As expected, the legal confrontation comes down to money, or the amount of money that Scarlett Johansson believes she would have received if the movie was a theater-only play. As reported by the Wall Street Journal, the lawsuit filed in Los Angeles Superior Court against Disney claims that Johansson’s contract was breached once Walt Disney Co. made the decision to release Black Widow on its streaming service.
Johansson’s agreement with Marvel Entertainment, owned by Disney, guarantees an exclusive theatrical release, More important, the actress’s salary ends up being based, in large part, on the amount of money that the film earns at the box office. Because Black Widow didn’t do quite as well at the box office as Johansson likely hoped -- and probably because the contract she signed made no stipulation to include streaming revenue (because that wouldn’t have been a major issue back when she agreed to star in Black Widow) -- the actress is now taking the parent company to court.
Here’s where things start to get really complicated. This suit could be the first of many that emerge due to the fact that motion picture studios are weathering the storm of the pandemic by putting theatrical features on their streaming services at the same time. The availability of movies like Black Widow, Cruella and Jungle Cruise on Disney+ absolutely is cutting into the profits those movies would earn at the box office, and several actors tie their ultimate salaries to the performance of the film, courtesy of back-end deals.
However, as noted in the Wall Street Journal, Warner Bros. is another studio that has experimented with the day-and-date releases for movies such as In the Heights and Space Jam: A New Legacy, dropping them on HBO Max on the same day that they reach theaters. However, WSJ says Warner renegotiated the deals of its talent, and paid in excess of $200 million to account for movies going to HBO Max. Scarlett Johansson, in her suit, states that she tried to renegotiate ahead of Black Widow opening, and the studio was unresponsive.

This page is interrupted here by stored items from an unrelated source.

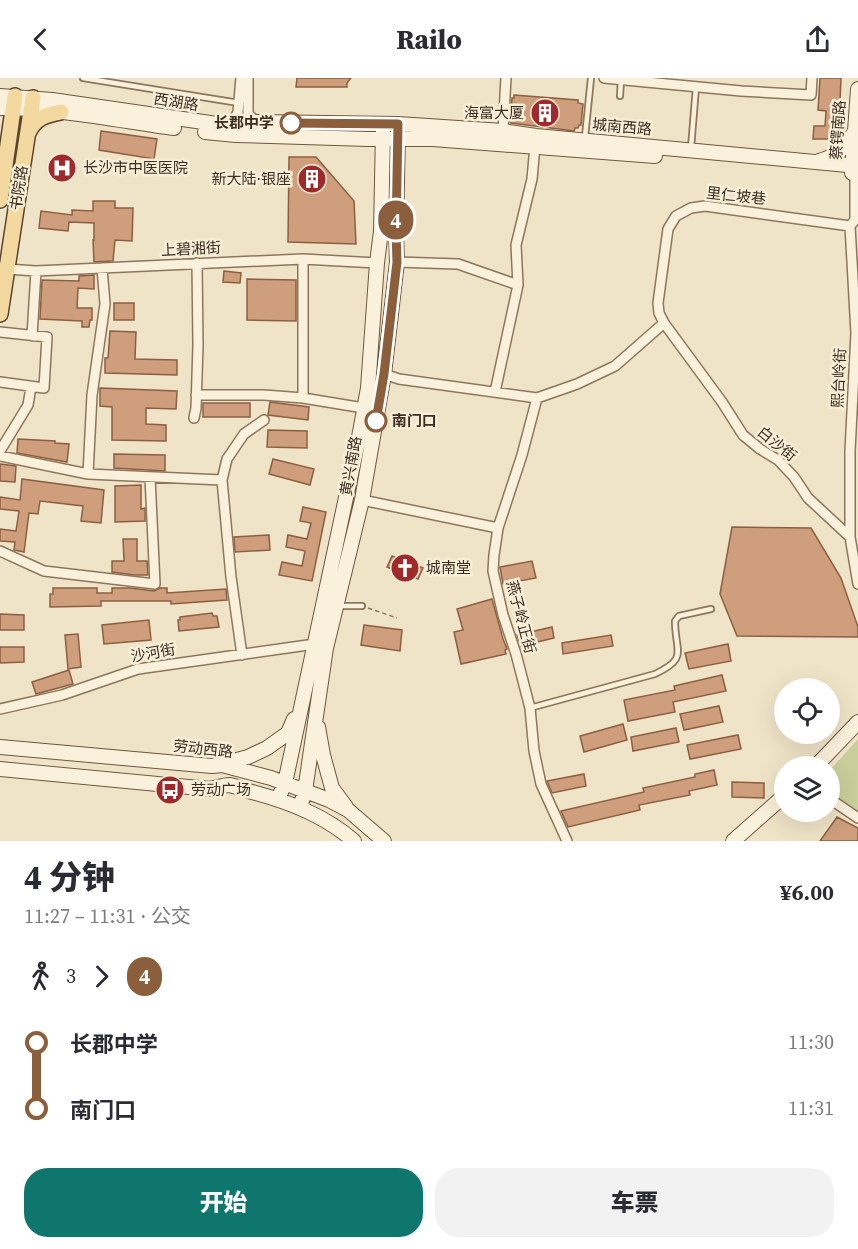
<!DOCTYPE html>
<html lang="zh">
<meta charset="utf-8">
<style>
:root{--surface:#fff;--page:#f2f2f3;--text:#2b2b33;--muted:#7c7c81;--accent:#0f766e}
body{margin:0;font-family:"Source Serif 4","Noto Sans SC",serif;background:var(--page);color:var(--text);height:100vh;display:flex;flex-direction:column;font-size:22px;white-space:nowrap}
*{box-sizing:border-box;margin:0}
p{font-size:20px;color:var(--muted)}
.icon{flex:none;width:33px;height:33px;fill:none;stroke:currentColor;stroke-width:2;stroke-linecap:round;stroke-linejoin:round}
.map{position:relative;height:763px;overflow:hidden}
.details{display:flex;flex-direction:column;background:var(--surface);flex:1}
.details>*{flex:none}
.badge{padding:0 12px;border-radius:20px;font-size:21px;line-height:39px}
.tools{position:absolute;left:774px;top:600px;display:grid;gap:12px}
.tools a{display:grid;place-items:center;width:66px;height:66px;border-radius:50%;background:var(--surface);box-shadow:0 6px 24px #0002;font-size:30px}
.map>.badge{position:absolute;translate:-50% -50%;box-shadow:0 0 0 3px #fff}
.legs{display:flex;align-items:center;gap:9px;height:66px;padding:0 24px;font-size:20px}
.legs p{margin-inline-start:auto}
.summary{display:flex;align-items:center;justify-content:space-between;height:102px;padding:0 24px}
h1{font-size:33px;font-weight:800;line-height:45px}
.primary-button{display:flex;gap:12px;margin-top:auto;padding:12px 24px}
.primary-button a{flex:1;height:69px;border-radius:24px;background:var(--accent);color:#fff;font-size:24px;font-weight:800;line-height:69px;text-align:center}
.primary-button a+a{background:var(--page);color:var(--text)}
ul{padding:0 24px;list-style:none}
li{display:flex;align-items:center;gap:21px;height:66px;font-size:22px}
li i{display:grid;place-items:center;width:9px;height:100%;margin:0 8px;background:currentColor}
li i::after{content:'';width:15px;height:15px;margin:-8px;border:4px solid;border-radius:50%;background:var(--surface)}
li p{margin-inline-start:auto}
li:first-child i{background:linear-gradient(#0000 50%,currentColor 0)}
li:last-child i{background:linear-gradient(currentColor 50%,#0000 0)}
header{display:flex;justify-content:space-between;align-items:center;height:78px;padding:0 24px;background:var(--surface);font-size:27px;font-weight:800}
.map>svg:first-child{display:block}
</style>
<header><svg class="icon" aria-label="back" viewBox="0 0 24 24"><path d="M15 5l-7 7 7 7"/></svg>Railo<svg class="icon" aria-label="share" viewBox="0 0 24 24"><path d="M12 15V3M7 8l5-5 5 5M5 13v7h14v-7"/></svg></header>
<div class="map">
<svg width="858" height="763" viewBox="0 0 858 763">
<rect width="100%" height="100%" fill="#f0e4c8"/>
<!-- green -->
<path fill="#c9cf9b" d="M858,661V734L830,714V692Z"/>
<!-- building -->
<path fill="#cf9f7d" stroke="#8d5f41" stroke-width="1.5" d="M297,0H351L347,5V9H296Z
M820,0H841L839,48L836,55L828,61H813L814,48H825L826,33L818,32Z
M514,17L578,22V25L583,26L581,47H579L578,50H575L574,53L511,45L510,44L512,20H514Z
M101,53L157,61L154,81L99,72Z
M289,79H316L354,123L356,166L288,164Z
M93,123H115V130H133L132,163L115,162L113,183L94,184L93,162H94V145L69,144L68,153L39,150L41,133L72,137V132L93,133Z
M224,193L241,195L240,205L223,204Z
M94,197V211L78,210L77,230H92V242H90L89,249H82V243L40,241L42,202L79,203V198Z
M247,201L296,202V243L247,242Z
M114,225H134V242H114Z
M110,253L136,254L135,281L177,282V297L105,295V280H108Z
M100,310L177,313L176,331L146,330V346L166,347V363L112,362V329L100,328Z
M270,324L309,329L308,342L268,337Z
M203,325H250V339H203Z
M268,352L307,353V370L267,369Z
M18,361L55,363V365L69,366L67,384L17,375Z
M114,376L165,377V393L114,390Z
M273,381L314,391L310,407L269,396Z
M0,386L16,388L15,404L0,403Z
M22,401L104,412L101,445L81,443L83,428L40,423L38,436L29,435L24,474L14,472L15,464L0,463V451L16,453L19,433L0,431V419L20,422Z
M141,407V431L145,430V443L115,444V408Z
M303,429L326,434L312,503L279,497L282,484L302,488L305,473L286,469L288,457L307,461L311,445L300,443Z
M732,449L811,450L841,500L858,549V559L737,558L720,516Z
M269,457L270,472L235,474L234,459Z
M123,461H137V483H147L148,497H134L112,494V483H124Z
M392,478L423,490L418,501L387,489Z
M532,483L536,500L503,506L500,489Z
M53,510H97V515H112V510H130L154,513L160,510H167V515L226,511L227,522L171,526V523H101V528L50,529V516H53Z
M492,521L503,561L507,571L505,572L506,576L461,586L454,554L463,552L457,531Z
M212,535L213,538H217L219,549L179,553L178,542H180V539Z
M0,536L24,537V552H0Z
M149,542L151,562L104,566L102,547Z
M364,547L402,552L400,573L361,567Z
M552,549L554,560L521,568L517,557Z
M78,556L81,589L68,591L65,557Z
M611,557L613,568L563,576L562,565Z
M728,566L731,583L689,591L685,575Z
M0,569H24V584L0,585Z
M69,592L73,606L36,616L32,604Z
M722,597L726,613L673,624L675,634L628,643L624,622L675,612L674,608Z
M719,628L723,644L684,652L680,636Z
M623,646L627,662L584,674L580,658Z
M676,650L679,664L633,673L631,659Z
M738,657L741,671L690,681L687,667Z
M714,692L717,707L689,713L690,717L639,727L640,732L568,749L561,733L644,714L643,710L695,699V696Z
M584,696L586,708L552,715L547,703Z
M732,704L764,705V720L732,719Z
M837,739L858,750V763H820Z"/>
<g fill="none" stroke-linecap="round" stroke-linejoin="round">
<!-- lane casing -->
<g stroke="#8d765c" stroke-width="8">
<path id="lane" d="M83,0L239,25
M620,18L621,2
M585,59L591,0
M691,70L696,9
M337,528H362
M530,630L655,596C689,580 675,574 675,543L679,538L711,531"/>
</g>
<!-- street casing -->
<g stroke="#8d765c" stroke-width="12">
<path id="street" d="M248,0V35L250,38L257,44
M604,0L741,13L811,17L812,0
M232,46L238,34L241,0
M503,53L506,0
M855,97V142L850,148L856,255L850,373V459L858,506
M850,148L705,128L691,130L676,138L668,151L658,225L659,235L664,245L722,324L743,357L760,371L778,382L794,399L808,420L850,459
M397,184L458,186L518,207
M7,191L36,193L303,181L377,185
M0,254L47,259L44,310L0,304
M32,258L36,193
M384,296L399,301L537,320L577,306L615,288L664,245
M495,314L518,207L516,167L532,101L535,68
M196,317H264L303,320L370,331
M303,320V181
M537,320L522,377L498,450L494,477L493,493L503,537L516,576L530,630L534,673L541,706L567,763
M194,340L196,330L198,267L197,185
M0,373L28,327L31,309
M0,378L88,396L222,402
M88,396L92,317L105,226L102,190
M362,422L498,450
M0,473L44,493L155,506L150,399
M242,577L231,499L222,402L227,381L244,356L264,342
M0,631L62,617L138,591L315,566
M830,721L858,740"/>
</g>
<!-- secondary casing -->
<g stroke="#6f573f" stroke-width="16">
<path id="secondary" d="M0,18L52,22L217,46L257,44L398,46L503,53L536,58L858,88
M0,30C58,30 116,42 174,50
M205,54L236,57L368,61H433L655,78
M819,83C836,78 847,70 854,54
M852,95L858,11
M318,649L323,677L332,710L346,729
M0,669L212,688L222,687L271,700L329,722L348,732L384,763
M222,686L248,679L267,670L288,655L294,641
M816,688L858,644
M0,691L210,711C216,710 223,707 229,707C236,708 245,712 252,714C289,724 324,737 354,763
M278,721L285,705L360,354L368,310L377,185L381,153L383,53
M300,729L305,713L326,570L362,422L384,296L397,184L396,154L398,54
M733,763L784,718"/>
</g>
<!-- primary casing -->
<g stroke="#5b4430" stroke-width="18">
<path id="primary" d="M28,55C35,40 45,37 61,34
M0,122L15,18
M0,236L33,20"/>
</g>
<!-- path -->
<path stroke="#8d765c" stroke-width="1.5" stroke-dasharray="4.5 3" stroke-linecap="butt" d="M368,530L397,540"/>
<!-- lane -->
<use href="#lane" stroke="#faf1dc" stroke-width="4.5"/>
<!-- street -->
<use href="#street" stroke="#faf1dc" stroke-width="9"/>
<!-- secondary -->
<use href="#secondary" stroke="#faf1dc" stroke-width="14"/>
<!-- primary -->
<use href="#primary" stroke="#f3d9a0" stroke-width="15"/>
</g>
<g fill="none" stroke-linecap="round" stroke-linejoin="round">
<!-- line-1 casing -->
<g stroke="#fff" stroke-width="14">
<path id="line-1" d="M291,45L398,46L396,154L397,184L384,296L376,343"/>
</g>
<!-- line-1 -->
<use href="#line-1" stroke="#8b5e3c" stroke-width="9"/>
</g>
<!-- icons -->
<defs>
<g id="building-disc" transform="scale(1.5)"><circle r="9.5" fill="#9e2a2b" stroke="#f7eed8"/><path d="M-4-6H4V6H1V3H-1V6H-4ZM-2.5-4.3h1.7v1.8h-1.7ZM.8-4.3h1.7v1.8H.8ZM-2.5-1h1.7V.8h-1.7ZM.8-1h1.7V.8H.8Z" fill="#fff"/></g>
<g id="hospital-disc" transform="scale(1.5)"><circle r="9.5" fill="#9e2a2b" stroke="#f7eed8"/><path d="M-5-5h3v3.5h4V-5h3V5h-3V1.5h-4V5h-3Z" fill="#fff"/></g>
<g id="church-disc" transform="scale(1.5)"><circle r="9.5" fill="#9e2a2b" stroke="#f7eed8"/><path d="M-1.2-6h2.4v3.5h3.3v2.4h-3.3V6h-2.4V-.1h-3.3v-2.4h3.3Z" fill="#fff"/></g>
<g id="bus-disc" transform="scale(1.5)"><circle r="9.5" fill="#9e2a2b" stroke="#f7eed8"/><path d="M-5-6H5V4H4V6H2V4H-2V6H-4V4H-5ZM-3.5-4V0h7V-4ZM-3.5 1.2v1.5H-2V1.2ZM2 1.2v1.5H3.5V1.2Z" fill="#fff"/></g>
</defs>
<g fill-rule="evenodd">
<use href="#building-disc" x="545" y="35"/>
<use href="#hospital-disc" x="62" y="90"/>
<use href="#building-disc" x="312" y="101"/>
<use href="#church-disc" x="405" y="490"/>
<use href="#bus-disc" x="170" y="712"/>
</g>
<!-- markers -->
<g fill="#fff" stroke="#8b5e3c" stroke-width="3">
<circle cx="291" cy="45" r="10"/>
<circle cx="376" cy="343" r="10"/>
</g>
<g text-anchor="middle" stroke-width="5" stroke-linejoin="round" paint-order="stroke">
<!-- street labels -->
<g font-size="15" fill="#3d2e20" stroke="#f7eed8">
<text transform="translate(176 24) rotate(9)" y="5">西湖路</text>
<text transform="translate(622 49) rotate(5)" y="5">城南西路</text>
<text transform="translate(838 52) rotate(-86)" y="5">蔡锷南路</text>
<text transform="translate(19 110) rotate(-81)" y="5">书院路</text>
<text transform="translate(736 118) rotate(6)" y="5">里仁坡巷</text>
<text transform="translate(191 171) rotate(-3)" y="5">上碧湘街</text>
<text transform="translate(839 300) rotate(-87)" y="5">熙台岭街</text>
<text transform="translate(777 366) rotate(39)" y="5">白沙街</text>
<text transform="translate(351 388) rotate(-80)" y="5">黄兴南路</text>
<text transform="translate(521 539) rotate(75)" y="5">燕子岭正街</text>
<text transform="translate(153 575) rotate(-10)" y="5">沙河街</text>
<text transform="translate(203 671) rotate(6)" y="5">劳动西路</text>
</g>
<!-- poi labels -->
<g font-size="15" fill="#3d2e20" stroke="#f7eed8" text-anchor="start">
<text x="524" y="40" text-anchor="end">海富大厦</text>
<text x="83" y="95">长沙市中医医院</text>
<text x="291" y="106" text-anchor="end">新大陆·银座</text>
<text x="426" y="495">城南堂</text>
<text x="191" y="717">劳动广场</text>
</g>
<!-- stop labels -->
<g font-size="15" font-weight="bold" fill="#3d2e20" stroke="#f7eed8" text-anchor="end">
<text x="274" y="50">长郡中学</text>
<text x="392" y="348" text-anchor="start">南门口</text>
</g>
</g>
</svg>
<div class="tools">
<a><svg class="icon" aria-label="locate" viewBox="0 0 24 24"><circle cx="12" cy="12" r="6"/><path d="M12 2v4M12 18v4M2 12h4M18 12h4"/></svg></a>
<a><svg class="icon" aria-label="layers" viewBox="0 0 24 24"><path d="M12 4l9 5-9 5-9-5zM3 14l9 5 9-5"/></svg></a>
</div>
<b class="badge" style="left:396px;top:142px;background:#8b5e3c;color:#fff">4</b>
</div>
<section class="details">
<div class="summary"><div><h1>4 分钟</h1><p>11:27 – 11:31 · 公交</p></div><b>¥6.00</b></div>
<div class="legs"><svg class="icon" aria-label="walk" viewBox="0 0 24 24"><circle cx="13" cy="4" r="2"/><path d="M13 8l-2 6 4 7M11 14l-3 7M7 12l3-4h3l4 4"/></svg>3<svg class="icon" aria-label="forward" viewBox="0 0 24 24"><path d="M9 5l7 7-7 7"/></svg><b class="badge" style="background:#8b5e3c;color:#fff">4</b></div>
<ul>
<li><i style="color:#8b5e3c"></i><b>长郡中学</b><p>11:30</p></li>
<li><i style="color:#8b5e3c"></i><b>南门口</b><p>11:31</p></li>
</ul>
<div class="primary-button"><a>开始</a><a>车票</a></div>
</section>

Depending on how this plays out, it has the potential to be a massive barometer-setter for the industry moving forward. Especially over at Marvel, several performers are balancing their time between feature films and Disney+ shows. You know those deals have to be getting more complicated as the MCU expands. At the very least, stars (and the agents for those stars) will be paying attention to the result, because if the salaries remain tied to box-office performance, but performance is hindered by a movie being available on streaming, that will have to be ironed out long before cameras begin to roll on the blockbusters we love. It is called show “business,” after all.